> **AIM OF THE EXERCISE**:
Copy every line of the entries that has the string "serif" in it.

---- RECORDS FOR THE TASK

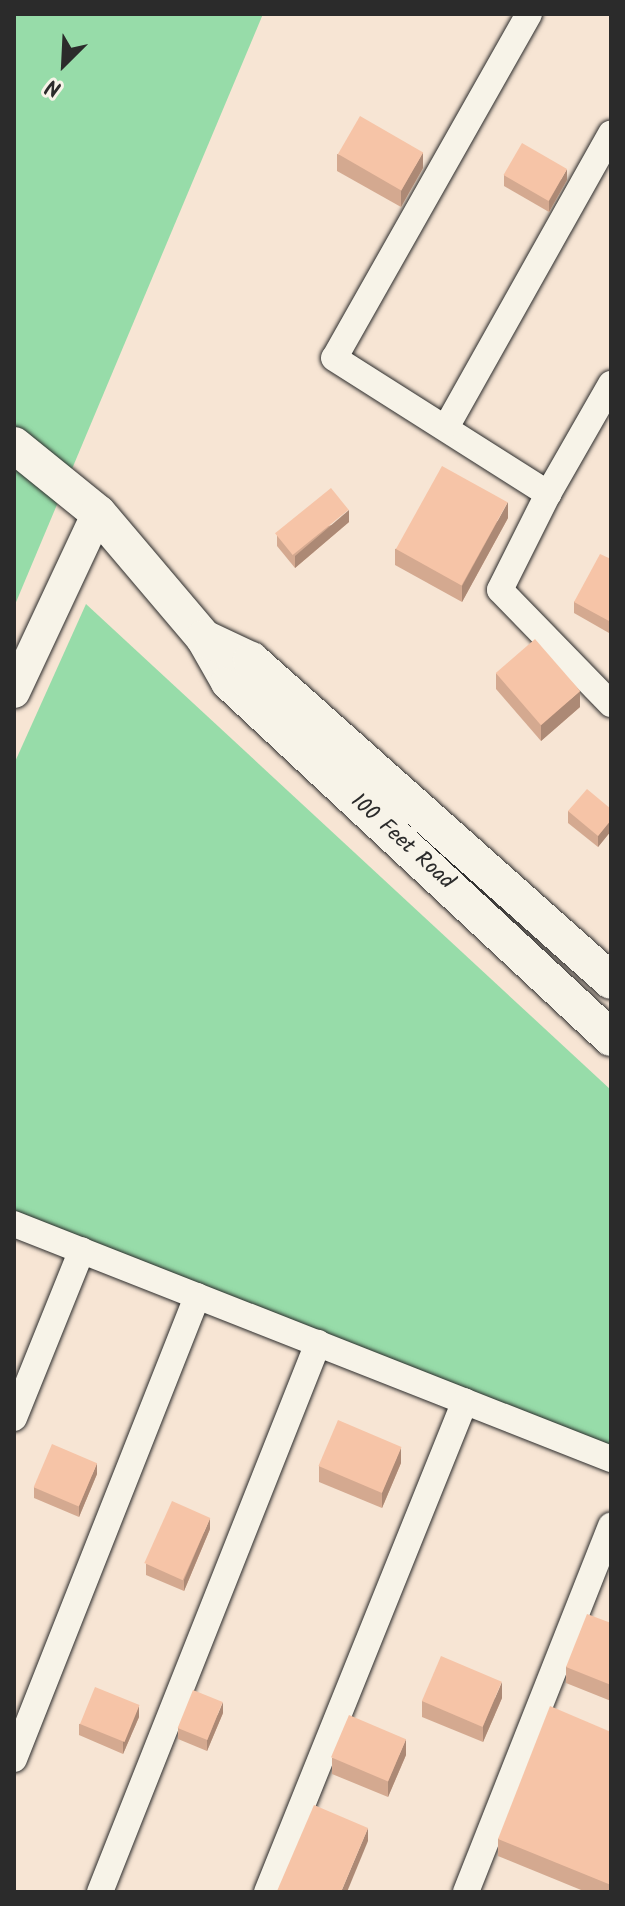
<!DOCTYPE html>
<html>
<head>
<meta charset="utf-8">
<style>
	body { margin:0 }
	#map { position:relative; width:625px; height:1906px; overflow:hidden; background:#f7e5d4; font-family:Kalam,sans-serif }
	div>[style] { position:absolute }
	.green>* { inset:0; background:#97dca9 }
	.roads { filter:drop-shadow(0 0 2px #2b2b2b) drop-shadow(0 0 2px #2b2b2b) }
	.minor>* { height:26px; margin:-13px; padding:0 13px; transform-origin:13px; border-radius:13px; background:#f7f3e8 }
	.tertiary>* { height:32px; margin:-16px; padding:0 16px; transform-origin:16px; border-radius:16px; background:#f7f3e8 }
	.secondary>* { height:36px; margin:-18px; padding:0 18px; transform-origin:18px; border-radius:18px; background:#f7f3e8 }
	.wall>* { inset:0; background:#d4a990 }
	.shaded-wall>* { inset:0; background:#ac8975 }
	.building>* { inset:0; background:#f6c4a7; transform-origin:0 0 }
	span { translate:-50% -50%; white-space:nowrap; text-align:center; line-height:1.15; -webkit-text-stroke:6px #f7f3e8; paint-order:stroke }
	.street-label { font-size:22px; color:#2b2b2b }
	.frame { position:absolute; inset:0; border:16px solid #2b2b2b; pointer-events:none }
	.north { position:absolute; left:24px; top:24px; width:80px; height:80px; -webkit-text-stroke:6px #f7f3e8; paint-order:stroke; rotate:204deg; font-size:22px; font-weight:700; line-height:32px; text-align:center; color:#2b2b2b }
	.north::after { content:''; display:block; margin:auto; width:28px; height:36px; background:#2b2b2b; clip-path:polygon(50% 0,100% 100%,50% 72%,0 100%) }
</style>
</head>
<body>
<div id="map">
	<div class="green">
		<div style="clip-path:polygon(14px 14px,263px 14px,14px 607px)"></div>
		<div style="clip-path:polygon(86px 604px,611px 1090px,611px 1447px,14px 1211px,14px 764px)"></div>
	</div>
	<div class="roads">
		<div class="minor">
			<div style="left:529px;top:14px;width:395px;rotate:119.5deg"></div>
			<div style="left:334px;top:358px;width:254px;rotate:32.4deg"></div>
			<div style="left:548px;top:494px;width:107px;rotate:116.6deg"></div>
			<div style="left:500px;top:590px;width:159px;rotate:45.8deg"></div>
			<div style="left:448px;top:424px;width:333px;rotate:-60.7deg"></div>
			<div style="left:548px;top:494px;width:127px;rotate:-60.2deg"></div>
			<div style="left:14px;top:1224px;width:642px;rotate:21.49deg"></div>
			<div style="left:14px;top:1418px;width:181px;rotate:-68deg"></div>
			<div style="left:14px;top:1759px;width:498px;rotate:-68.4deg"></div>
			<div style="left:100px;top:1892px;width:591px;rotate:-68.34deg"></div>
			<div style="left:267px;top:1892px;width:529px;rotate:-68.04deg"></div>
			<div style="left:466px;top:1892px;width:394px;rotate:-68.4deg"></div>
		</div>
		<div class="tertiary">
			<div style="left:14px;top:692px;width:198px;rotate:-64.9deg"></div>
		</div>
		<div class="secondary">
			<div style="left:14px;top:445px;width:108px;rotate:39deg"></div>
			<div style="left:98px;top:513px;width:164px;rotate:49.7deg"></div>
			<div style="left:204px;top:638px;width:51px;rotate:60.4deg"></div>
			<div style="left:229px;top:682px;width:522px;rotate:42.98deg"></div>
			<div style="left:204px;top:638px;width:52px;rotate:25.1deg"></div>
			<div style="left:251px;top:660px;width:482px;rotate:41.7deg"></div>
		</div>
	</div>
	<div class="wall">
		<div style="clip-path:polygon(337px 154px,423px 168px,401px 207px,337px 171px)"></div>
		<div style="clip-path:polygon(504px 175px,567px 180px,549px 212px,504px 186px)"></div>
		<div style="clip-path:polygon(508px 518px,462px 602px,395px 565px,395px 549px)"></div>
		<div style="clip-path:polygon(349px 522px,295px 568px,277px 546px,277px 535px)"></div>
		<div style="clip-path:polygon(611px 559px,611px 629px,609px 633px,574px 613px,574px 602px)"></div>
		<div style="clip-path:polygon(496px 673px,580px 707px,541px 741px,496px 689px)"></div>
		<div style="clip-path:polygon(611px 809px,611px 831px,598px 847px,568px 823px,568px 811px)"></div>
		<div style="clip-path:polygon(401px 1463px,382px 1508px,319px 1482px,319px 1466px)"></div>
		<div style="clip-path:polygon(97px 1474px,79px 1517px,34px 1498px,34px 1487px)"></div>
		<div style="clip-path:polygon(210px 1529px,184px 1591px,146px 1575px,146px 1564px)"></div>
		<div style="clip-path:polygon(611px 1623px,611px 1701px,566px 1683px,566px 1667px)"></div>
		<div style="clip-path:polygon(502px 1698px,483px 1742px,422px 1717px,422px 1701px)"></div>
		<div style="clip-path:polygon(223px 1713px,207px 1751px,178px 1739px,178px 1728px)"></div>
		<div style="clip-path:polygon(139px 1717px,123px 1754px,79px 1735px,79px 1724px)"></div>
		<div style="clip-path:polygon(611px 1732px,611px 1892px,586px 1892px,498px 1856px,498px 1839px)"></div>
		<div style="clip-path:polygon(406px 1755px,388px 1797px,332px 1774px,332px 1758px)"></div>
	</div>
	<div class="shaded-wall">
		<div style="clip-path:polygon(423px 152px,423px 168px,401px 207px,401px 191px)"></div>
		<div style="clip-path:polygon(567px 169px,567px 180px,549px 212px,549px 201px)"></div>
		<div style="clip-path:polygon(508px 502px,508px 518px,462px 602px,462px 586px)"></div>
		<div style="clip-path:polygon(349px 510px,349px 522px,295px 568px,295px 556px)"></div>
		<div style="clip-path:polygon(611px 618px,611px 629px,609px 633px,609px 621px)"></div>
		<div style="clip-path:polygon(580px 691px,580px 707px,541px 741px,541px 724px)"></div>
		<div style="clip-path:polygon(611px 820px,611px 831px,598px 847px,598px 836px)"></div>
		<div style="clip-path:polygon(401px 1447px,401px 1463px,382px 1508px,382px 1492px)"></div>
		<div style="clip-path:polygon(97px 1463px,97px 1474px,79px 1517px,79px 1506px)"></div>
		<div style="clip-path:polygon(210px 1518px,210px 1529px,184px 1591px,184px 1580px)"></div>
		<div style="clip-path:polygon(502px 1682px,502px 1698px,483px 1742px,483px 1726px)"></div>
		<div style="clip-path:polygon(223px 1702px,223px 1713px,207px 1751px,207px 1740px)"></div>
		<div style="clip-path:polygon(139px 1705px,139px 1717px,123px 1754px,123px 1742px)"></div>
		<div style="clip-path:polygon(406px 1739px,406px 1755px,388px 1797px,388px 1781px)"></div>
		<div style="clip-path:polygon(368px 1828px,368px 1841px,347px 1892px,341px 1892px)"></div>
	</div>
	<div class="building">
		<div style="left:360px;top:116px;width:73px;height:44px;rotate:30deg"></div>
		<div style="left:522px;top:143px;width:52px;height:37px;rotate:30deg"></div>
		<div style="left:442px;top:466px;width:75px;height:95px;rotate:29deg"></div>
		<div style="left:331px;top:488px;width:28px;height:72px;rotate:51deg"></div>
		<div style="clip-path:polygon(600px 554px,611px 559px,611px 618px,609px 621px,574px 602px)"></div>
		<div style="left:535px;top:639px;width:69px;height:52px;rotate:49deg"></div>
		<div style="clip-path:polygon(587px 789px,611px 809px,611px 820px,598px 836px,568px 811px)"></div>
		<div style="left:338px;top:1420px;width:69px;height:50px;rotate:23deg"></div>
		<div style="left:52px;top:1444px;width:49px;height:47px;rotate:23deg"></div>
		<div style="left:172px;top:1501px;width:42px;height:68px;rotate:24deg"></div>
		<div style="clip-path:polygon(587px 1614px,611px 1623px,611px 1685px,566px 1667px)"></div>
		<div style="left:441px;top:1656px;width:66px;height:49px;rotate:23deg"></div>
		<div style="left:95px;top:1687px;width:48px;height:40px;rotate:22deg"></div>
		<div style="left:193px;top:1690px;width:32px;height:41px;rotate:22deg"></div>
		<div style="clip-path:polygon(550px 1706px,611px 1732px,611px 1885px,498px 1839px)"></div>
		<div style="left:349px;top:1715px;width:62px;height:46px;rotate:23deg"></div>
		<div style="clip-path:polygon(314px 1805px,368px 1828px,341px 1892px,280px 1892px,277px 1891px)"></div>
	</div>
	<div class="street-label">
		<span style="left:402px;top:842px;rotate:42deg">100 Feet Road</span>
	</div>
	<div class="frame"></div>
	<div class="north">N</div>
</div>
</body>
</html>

--------
---- RECORDS FOR THE TASK

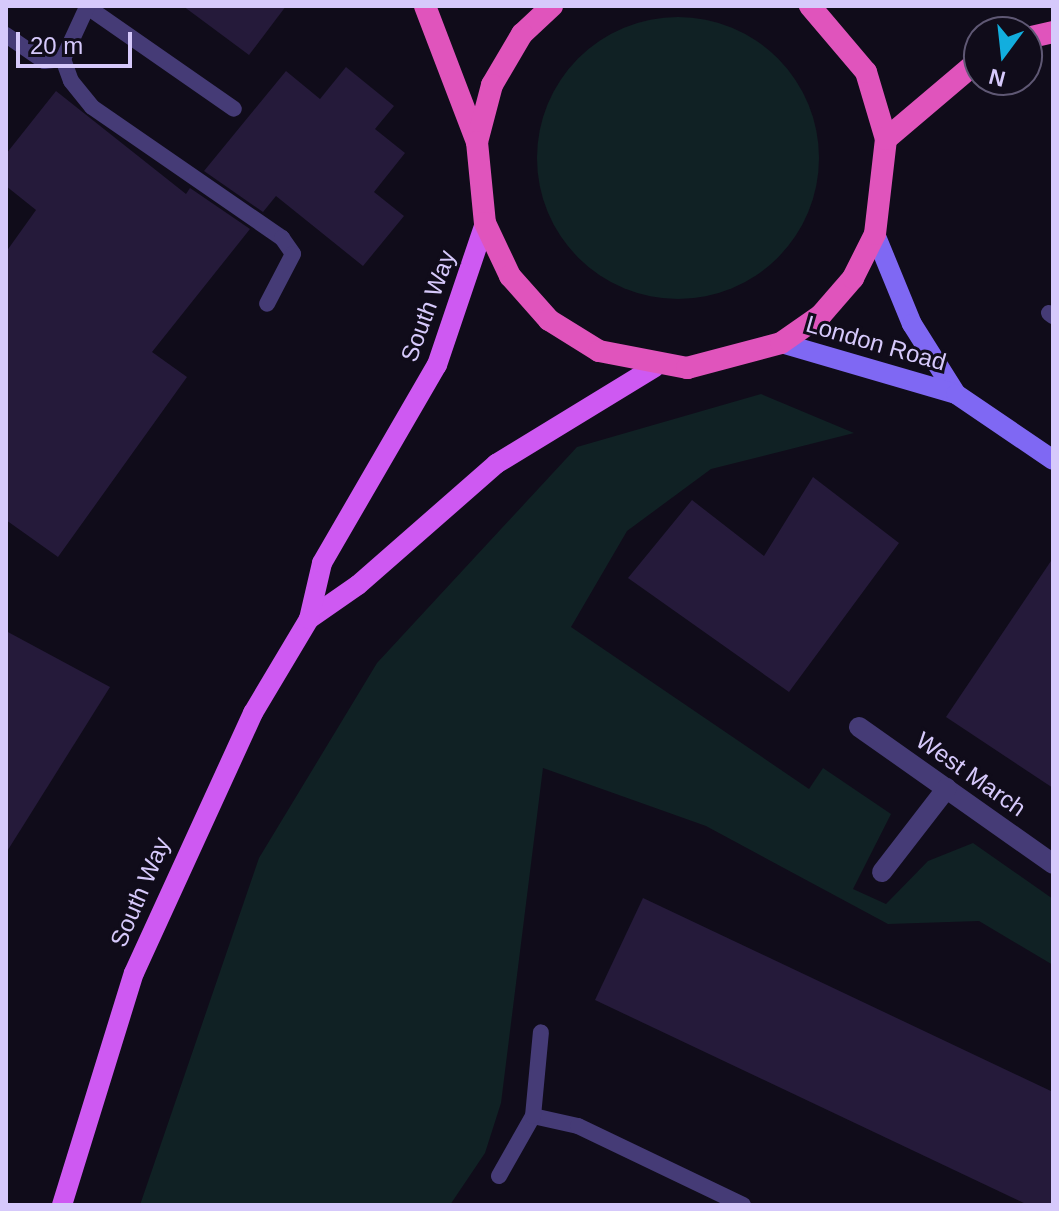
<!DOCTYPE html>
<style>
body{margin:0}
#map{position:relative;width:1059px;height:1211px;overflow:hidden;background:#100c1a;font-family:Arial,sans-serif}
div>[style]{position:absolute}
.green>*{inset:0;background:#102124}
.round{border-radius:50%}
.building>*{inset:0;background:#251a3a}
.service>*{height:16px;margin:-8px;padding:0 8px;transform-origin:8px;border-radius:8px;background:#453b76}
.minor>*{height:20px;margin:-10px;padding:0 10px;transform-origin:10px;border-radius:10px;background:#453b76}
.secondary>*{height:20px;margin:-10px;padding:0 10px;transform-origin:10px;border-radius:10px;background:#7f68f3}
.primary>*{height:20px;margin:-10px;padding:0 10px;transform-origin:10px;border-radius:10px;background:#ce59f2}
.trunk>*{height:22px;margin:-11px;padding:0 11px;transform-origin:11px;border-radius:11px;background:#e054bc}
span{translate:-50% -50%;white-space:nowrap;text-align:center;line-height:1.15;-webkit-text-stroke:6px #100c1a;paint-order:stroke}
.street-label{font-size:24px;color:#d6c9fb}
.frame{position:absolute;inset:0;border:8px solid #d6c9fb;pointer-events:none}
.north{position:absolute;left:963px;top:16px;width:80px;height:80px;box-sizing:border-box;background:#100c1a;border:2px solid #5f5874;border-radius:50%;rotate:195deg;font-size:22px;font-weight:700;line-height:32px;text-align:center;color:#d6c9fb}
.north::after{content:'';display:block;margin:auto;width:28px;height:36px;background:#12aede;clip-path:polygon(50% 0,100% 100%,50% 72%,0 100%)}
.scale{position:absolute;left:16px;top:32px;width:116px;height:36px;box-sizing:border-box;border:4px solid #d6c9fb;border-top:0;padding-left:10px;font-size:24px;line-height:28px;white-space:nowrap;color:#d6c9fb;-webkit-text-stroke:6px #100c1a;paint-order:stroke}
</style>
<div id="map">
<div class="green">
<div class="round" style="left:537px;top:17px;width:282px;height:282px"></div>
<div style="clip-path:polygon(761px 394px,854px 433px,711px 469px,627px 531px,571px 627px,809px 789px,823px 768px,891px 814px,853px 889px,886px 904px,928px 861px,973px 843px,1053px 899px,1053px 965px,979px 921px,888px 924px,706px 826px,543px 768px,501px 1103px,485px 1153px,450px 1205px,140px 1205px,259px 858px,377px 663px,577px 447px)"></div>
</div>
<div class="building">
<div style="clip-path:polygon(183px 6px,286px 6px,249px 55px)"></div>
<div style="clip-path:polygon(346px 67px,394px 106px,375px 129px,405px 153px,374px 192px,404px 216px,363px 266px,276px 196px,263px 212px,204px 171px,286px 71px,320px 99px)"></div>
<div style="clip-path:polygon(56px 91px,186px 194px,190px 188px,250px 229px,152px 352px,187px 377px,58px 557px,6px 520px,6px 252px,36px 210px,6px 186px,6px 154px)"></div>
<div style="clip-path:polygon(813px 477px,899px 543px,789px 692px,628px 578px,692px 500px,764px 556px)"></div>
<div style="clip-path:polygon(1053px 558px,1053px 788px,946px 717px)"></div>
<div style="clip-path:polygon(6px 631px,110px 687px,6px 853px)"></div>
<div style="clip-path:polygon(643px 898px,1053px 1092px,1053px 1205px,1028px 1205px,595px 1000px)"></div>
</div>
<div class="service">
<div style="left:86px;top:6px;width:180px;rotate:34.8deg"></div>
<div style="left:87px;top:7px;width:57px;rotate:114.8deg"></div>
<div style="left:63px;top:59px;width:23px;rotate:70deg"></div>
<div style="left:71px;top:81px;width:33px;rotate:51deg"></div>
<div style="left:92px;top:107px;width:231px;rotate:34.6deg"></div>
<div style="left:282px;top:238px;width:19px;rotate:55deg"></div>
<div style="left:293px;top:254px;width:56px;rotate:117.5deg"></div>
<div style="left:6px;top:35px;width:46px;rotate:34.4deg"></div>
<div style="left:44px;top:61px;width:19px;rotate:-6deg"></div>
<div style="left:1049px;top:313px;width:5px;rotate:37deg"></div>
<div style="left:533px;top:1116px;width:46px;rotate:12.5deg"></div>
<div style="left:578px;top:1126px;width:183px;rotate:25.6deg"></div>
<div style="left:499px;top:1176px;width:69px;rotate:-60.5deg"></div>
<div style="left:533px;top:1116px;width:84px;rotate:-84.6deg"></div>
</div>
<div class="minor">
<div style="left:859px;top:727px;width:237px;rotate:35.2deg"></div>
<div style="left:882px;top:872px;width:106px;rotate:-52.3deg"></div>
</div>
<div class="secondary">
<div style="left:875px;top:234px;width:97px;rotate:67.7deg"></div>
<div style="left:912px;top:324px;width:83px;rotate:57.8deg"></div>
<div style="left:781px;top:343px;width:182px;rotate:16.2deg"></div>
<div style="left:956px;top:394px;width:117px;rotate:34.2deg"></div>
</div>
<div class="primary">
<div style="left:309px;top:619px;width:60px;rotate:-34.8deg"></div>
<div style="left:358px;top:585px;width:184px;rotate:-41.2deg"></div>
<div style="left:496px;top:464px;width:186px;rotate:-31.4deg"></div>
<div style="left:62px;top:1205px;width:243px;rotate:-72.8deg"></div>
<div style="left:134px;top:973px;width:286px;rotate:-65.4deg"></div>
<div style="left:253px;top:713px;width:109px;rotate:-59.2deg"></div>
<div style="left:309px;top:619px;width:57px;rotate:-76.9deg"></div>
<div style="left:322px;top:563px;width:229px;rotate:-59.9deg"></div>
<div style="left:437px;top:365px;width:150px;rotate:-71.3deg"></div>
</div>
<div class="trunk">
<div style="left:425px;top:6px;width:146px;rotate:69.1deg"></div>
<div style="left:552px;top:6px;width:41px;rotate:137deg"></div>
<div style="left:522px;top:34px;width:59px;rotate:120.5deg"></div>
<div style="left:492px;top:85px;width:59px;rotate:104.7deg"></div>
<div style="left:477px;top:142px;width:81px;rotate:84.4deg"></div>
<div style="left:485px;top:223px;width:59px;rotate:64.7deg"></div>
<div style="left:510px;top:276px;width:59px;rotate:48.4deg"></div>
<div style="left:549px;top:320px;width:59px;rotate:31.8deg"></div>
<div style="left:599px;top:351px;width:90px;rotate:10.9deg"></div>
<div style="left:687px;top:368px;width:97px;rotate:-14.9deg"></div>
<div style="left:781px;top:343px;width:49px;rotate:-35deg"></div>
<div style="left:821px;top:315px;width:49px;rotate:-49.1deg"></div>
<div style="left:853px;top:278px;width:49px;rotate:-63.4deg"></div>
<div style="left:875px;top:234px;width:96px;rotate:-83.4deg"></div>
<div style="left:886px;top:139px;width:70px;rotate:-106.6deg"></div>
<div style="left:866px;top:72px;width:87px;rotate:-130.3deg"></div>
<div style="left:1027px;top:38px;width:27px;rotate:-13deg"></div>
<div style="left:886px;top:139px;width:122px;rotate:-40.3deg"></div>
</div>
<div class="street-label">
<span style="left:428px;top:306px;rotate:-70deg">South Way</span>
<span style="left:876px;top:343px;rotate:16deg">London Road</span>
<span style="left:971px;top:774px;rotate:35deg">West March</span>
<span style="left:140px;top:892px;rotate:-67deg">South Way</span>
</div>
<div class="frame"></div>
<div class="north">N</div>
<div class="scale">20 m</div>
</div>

--------

> **ANSWER TO THE EXERCISE**:
	#map { position:relative; width:625px; height:1906px; overflow:hidden; background:#f7e5d4; font-family:Kalam,sans-serif }
#map{position:relative;width:1059px;height:1211px;overflow:hidden;background:#100c1a;font-family:Arial,sans-serif}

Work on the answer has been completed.